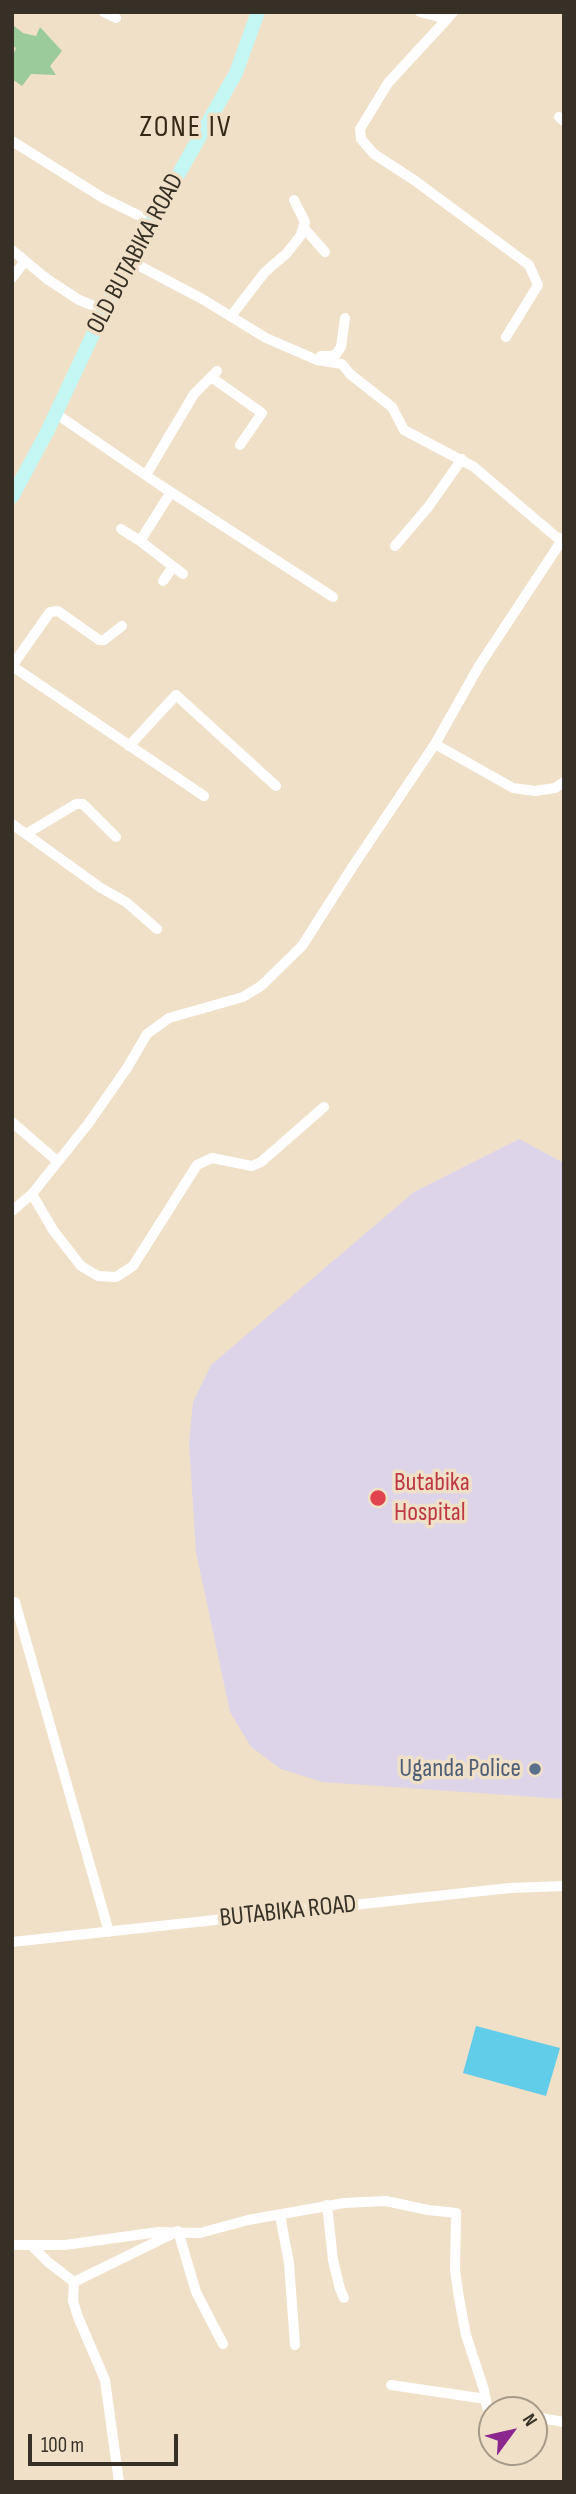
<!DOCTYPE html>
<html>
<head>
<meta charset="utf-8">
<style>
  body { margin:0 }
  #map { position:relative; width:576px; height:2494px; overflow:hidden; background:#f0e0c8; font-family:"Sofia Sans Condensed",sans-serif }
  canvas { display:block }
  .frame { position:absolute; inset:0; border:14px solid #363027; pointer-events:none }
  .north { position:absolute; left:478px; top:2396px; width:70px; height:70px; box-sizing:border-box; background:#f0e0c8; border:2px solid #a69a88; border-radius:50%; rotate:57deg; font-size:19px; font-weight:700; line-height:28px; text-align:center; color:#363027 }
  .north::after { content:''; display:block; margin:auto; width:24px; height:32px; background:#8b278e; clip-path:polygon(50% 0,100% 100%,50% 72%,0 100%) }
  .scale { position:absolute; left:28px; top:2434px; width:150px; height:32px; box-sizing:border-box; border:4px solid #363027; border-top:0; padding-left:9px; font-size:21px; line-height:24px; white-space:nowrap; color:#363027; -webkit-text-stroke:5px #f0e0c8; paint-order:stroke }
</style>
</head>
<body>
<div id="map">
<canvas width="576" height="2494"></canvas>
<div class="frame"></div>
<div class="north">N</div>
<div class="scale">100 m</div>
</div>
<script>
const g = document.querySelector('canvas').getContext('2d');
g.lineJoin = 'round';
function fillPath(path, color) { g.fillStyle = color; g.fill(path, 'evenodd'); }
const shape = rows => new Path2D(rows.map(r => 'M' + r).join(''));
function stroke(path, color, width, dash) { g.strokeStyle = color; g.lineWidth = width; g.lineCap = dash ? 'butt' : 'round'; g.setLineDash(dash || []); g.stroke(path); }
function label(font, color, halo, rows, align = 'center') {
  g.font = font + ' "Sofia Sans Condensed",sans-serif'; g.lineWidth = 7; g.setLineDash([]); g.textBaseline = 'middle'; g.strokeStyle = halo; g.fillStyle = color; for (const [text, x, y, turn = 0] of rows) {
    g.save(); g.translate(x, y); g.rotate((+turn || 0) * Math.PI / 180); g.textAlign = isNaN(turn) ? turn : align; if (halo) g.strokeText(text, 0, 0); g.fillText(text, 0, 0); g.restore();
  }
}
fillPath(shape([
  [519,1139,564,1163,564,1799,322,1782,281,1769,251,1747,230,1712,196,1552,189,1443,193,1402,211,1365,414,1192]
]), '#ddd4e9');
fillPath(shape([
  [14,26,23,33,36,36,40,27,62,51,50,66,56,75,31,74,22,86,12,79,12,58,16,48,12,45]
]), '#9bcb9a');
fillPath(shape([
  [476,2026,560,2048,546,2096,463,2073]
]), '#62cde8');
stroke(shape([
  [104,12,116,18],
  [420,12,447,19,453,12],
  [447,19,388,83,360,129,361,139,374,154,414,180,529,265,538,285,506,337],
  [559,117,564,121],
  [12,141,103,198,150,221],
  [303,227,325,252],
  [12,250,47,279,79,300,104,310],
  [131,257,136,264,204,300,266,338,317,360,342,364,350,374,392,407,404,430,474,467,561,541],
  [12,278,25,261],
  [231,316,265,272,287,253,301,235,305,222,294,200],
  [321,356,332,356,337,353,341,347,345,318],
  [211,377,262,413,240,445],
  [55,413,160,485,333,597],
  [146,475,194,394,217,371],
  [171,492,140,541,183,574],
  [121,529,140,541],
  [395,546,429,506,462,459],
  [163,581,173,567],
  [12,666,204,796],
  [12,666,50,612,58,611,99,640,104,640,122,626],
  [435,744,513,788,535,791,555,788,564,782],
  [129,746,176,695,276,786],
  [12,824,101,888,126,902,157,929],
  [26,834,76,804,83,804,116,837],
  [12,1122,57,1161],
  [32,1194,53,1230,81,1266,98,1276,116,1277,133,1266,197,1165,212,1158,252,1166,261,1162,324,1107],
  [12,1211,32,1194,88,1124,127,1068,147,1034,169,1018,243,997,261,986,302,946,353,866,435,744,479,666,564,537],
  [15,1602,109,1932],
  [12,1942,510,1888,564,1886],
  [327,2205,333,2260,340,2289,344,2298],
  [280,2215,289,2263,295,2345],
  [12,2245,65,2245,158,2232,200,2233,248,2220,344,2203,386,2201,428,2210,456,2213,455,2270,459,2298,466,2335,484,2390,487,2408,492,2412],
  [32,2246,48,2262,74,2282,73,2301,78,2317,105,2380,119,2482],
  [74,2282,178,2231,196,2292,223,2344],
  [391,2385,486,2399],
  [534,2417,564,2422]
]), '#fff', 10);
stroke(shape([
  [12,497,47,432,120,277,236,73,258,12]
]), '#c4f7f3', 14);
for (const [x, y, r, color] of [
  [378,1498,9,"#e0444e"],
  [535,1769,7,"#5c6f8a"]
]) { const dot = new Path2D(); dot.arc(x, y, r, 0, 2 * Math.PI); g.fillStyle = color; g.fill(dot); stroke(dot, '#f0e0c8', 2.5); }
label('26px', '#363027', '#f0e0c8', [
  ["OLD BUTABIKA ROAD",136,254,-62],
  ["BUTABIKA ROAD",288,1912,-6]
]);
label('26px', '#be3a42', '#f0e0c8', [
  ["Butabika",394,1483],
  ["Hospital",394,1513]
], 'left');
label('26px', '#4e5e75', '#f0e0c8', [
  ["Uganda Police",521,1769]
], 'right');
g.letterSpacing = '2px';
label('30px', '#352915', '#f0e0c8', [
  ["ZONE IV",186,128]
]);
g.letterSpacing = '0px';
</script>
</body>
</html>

════════════════════

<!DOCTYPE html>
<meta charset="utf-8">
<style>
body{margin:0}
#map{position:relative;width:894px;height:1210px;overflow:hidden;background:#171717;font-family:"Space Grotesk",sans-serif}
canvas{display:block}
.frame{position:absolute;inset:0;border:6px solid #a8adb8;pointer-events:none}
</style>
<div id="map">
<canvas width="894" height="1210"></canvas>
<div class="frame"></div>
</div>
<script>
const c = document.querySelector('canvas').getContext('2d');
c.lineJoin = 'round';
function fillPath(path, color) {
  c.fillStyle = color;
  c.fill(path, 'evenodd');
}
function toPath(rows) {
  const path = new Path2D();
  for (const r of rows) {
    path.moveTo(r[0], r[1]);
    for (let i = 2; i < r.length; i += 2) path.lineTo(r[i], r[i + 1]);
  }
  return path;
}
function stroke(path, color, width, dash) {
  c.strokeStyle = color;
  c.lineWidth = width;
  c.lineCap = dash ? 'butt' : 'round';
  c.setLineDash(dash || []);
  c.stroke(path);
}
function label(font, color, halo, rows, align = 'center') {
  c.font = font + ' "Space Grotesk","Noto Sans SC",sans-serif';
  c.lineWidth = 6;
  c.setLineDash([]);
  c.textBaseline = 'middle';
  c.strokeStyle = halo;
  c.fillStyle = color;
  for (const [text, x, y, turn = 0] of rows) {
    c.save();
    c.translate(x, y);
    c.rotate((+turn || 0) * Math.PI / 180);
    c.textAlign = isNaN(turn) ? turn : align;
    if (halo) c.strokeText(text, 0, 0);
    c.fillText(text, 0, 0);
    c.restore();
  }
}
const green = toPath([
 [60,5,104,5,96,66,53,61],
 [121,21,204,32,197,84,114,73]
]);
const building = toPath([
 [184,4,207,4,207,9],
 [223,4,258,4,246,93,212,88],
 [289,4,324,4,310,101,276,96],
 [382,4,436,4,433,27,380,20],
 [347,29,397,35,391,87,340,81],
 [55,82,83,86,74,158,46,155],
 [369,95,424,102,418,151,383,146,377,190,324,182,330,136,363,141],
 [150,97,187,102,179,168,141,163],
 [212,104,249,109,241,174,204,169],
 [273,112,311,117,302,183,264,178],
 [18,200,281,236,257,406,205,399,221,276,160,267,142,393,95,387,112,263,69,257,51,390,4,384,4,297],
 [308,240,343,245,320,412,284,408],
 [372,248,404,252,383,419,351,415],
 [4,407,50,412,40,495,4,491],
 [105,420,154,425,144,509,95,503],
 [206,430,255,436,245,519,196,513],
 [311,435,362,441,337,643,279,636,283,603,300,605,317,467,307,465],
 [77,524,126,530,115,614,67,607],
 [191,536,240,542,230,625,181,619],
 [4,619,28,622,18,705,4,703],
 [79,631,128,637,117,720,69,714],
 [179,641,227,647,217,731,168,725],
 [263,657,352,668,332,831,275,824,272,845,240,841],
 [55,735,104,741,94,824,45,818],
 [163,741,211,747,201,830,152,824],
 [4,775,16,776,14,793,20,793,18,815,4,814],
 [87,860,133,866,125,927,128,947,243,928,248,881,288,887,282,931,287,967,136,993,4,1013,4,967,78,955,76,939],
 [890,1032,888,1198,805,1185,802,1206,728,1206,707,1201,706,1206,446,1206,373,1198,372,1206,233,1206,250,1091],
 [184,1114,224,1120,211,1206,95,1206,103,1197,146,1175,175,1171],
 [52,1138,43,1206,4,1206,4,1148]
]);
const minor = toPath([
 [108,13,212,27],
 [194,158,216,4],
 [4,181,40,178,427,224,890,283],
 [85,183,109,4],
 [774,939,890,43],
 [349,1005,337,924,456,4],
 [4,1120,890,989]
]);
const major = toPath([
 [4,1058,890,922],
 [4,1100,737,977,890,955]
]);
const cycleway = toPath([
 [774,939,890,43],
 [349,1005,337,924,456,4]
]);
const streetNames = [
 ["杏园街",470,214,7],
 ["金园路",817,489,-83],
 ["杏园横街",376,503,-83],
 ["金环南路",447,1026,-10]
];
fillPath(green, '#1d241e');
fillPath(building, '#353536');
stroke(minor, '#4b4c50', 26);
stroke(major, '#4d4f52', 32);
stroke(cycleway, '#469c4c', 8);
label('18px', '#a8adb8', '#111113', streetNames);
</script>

════════════════════

Assignment
Give only the lines from the one holding "for (const r" through the one holding "[121,21,204,32,197,84,114,73]", each restated exactly as it appears above.

Answer for this exercise
  for (const r of rows) {
    path.moveTo(r[0], r[1]);
    for (let i = 2; i < r.length; i += 2) path.lineTo(r[i], r[i + 1]);
  }
  return path;
}
function stroke(path, color, width, dash) {
  c.strokeStyle = color;
  c.lineWidth = width;
  c.lineCap = dash ? 'butt' : 'round';
  c.setLineDash(dash || []);
  c.stroke(path);
}
function label(font, color, halo, rows, align = 'center') {
  c.font = font + ' "Space Grotesk","Noto Sans SC",sans-serif';
  c.lineWidth = 6;
  c.setLineDash([]);
  c.textBaseline = 'middle';
  c.strokeStyle = halo;
  c.fillStyle = color;
  for (const [text, x, y, turn = 0] of rows) {
    c.save();
    c.translate(x, y);
    c.rotate((+turn || 0) * Math.PI / 180);
    c.textAlign = isNaN(turn) ? turn : align;
    if (halo) c.strokeText(text, 0, 0);
    c.fillText(text, 0, 0);
    c.restore();
  }
}
const green = toPath([
 [60,5,104,5,96,66,53,61],
 [121,21,204,32,197,84,114,73]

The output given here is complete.